##### DATA RECORDS #####

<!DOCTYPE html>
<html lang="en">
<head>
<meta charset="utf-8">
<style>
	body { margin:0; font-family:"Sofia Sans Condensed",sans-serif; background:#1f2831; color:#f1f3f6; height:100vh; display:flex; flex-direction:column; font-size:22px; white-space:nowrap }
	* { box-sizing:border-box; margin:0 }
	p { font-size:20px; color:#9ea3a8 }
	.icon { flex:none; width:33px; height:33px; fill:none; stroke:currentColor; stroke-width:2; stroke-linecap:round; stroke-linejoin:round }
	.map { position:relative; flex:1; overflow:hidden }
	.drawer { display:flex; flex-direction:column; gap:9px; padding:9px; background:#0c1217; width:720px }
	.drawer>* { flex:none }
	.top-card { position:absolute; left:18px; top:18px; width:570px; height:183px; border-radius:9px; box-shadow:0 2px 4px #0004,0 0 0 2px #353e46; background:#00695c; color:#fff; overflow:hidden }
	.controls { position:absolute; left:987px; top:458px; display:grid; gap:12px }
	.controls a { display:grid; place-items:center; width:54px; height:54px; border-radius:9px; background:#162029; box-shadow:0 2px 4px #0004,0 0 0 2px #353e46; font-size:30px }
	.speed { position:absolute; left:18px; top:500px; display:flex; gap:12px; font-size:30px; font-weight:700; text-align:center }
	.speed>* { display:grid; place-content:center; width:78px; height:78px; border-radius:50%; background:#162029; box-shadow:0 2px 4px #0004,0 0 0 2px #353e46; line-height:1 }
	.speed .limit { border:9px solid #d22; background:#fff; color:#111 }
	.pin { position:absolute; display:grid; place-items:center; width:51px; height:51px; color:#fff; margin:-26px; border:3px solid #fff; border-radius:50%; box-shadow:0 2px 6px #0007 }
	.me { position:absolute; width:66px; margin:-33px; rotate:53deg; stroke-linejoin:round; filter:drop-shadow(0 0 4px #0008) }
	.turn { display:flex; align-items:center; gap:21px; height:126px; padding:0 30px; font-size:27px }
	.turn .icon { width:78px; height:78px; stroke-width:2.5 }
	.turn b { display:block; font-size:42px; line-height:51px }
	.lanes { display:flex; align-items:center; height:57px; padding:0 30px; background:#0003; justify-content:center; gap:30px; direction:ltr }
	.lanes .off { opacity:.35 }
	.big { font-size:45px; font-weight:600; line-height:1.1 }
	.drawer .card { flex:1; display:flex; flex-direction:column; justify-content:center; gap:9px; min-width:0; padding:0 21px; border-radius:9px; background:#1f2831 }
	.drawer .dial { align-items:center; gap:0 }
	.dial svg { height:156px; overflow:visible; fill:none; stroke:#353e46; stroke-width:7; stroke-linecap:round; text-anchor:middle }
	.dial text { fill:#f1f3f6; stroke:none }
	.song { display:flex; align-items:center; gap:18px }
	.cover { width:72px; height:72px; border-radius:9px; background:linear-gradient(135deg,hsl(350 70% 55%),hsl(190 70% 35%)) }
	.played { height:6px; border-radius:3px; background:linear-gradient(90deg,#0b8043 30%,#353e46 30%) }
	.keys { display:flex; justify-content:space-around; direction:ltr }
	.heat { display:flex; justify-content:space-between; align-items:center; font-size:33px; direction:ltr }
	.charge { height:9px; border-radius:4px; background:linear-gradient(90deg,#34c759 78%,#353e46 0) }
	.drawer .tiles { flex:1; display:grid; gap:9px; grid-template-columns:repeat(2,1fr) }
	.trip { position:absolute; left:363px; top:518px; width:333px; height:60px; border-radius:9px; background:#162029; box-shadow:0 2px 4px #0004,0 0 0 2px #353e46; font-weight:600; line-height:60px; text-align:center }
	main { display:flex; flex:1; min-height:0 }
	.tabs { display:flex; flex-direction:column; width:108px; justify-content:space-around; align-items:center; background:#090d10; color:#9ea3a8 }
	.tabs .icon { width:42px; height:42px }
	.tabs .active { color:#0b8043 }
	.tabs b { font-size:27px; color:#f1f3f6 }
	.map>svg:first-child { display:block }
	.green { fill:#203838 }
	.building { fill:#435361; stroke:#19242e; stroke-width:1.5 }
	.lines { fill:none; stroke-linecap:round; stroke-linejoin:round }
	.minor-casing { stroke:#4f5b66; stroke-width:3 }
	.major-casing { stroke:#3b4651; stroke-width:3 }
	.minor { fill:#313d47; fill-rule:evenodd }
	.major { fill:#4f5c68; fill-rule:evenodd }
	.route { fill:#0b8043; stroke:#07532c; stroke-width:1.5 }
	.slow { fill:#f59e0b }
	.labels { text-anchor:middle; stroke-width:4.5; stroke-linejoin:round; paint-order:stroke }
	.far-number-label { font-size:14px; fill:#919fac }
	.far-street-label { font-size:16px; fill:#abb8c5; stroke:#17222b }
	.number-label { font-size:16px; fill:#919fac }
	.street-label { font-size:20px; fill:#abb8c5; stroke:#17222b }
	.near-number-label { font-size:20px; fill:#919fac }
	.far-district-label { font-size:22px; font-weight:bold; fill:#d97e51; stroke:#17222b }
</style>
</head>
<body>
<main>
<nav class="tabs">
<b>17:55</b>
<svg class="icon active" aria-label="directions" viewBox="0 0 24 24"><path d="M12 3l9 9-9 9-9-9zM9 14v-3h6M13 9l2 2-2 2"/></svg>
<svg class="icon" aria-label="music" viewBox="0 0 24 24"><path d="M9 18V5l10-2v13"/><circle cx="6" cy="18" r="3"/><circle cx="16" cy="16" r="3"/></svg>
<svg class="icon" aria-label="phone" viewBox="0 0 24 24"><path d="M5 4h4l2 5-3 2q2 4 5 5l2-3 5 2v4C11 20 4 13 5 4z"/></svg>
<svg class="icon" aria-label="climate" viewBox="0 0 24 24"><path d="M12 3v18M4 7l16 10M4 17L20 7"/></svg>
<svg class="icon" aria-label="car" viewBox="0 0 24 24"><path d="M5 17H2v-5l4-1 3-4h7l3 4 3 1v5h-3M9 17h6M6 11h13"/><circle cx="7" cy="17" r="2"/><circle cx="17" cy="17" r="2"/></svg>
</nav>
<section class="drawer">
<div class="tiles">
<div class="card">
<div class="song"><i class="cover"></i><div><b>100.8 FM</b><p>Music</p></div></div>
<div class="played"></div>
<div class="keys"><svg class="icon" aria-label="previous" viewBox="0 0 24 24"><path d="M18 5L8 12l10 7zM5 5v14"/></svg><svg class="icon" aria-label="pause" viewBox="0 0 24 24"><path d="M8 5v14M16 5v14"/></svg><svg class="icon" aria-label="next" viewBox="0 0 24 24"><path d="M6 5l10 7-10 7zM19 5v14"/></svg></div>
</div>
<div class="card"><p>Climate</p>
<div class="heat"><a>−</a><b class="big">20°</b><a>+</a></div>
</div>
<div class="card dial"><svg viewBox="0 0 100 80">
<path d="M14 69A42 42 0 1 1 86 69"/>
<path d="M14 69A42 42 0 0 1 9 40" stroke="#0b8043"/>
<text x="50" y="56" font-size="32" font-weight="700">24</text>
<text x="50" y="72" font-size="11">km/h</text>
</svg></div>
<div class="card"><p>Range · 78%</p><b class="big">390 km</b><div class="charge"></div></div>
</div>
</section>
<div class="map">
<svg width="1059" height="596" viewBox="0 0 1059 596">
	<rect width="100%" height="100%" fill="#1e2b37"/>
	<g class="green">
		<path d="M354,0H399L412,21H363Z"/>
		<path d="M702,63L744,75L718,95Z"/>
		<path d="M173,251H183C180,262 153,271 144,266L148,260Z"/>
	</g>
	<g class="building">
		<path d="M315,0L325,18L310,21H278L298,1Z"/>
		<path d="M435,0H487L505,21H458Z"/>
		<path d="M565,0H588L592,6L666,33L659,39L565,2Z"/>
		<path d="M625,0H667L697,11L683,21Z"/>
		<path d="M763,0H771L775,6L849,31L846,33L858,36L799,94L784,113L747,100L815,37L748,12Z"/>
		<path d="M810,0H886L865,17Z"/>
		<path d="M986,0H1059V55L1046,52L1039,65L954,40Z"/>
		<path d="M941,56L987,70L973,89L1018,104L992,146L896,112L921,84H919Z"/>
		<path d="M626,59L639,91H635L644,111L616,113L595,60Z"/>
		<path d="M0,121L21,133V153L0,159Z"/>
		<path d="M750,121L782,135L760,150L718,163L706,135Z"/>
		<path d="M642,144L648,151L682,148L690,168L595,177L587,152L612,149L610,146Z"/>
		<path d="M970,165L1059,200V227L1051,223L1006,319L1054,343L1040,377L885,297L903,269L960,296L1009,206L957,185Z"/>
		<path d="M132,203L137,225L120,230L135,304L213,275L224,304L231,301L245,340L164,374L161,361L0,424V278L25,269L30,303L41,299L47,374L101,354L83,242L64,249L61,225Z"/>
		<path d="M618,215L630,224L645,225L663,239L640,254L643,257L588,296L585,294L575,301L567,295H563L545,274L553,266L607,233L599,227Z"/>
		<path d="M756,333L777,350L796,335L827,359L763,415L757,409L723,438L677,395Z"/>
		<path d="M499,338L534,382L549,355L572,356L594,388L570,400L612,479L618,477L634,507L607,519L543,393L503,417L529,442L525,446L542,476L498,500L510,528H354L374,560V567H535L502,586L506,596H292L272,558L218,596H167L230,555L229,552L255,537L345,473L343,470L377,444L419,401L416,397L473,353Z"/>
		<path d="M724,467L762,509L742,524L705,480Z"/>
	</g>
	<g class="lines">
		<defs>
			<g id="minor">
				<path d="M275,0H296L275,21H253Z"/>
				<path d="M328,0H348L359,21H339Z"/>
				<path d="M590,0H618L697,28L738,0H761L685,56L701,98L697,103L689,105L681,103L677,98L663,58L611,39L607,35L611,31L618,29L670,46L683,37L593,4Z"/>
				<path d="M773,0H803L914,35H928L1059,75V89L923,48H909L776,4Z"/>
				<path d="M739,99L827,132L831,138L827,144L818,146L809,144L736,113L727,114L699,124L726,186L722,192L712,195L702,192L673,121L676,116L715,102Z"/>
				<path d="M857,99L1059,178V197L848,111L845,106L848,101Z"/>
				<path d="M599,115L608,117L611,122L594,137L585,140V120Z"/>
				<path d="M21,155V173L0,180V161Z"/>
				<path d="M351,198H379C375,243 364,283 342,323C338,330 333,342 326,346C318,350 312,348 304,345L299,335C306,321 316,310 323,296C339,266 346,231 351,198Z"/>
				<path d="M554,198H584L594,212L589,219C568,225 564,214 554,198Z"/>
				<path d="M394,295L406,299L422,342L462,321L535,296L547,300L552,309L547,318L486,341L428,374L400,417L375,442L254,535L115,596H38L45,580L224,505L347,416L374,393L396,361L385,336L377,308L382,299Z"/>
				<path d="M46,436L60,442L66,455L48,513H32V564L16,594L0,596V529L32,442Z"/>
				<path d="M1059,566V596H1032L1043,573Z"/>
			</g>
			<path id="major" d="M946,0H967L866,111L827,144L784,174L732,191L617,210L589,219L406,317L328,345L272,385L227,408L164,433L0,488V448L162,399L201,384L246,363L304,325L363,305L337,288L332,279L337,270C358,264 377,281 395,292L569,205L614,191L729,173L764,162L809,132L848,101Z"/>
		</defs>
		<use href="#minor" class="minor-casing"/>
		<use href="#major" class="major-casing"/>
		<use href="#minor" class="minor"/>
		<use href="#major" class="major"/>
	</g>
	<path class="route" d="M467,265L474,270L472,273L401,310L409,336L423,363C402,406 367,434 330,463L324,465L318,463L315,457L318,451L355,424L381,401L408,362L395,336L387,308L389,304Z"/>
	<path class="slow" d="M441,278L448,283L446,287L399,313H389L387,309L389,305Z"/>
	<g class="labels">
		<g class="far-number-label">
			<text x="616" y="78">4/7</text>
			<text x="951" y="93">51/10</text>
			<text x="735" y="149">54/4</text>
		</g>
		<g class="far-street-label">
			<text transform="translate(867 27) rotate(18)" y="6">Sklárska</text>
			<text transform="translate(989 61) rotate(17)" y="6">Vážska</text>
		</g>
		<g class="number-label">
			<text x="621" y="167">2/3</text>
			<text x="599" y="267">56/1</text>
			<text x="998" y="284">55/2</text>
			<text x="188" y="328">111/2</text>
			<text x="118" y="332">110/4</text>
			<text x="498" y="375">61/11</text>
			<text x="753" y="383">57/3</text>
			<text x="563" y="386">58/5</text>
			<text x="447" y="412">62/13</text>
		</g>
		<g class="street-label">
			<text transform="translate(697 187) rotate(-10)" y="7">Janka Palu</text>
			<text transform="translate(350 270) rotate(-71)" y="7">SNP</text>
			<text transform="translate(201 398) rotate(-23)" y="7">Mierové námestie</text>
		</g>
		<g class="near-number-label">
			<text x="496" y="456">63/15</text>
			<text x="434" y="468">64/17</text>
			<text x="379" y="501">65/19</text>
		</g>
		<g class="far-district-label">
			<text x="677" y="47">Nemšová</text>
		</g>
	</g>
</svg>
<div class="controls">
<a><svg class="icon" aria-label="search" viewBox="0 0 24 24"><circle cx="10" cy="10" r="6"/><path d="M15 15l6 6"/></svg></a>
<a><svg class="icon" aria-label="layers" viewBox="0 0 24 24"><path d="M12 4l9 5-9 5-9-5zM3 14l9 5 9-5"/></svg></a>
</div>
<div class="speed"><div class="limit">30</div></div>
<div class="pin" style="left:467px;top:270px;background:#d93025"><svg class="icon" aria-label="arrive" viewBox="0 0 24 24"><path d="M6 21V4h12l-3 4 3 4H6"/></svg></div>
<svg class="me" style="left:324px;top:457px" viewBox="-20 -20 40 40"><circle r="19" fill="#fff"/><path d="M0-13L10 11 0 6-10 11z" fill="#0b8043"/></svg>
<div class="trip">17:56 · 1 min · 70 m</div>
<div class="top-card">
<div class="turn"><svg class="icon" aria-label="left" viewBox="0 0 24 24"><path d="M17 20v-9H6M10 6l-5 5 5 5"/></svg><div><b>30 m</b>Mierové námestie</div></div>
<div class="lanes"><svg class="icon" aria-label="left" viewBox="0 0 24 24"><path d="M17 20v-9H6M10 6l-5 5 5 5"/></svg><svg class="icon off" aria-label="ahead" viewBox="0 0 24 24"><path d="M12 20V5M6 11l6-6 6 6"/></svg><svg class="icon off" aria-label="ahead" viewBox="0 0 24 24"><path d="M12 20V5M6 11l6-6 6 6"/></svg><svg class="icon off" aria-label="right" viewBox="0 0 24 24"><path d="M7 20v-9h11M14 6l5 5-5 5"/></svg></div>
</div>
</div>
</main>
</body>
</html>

#####

→ TASK ITEM: Output only an exact transcription of the lines above from the one with "3l9 9-9 9-9-9zM9" up to and including the one with "4h4l2 5-3 2q2".

→ REPLY TO THE TASK:
<svg class="icon active" aria-label="directions" viewBox="0 0 24 24"><path d="M12 3l9 9-9 9-9-9zM9 14v-3h6M13 9l2 2-2 2"/></svg>
<svg class="icon" aria-label="music" viewBox="0 0 24 24"><path d="M9 18V5l10-2v13"/><circle cx="6" cy="18" r="3"/><circle cx="16" cy="16" r="3"/></svg>
<svg class="icon" aria-label="phone" viewBox="0 0 24 24"><path d="M5 4h4l2 5-3 2q2 4 5 5l2-3 5 2v4C11 20 4 13 5 4z"/></svg>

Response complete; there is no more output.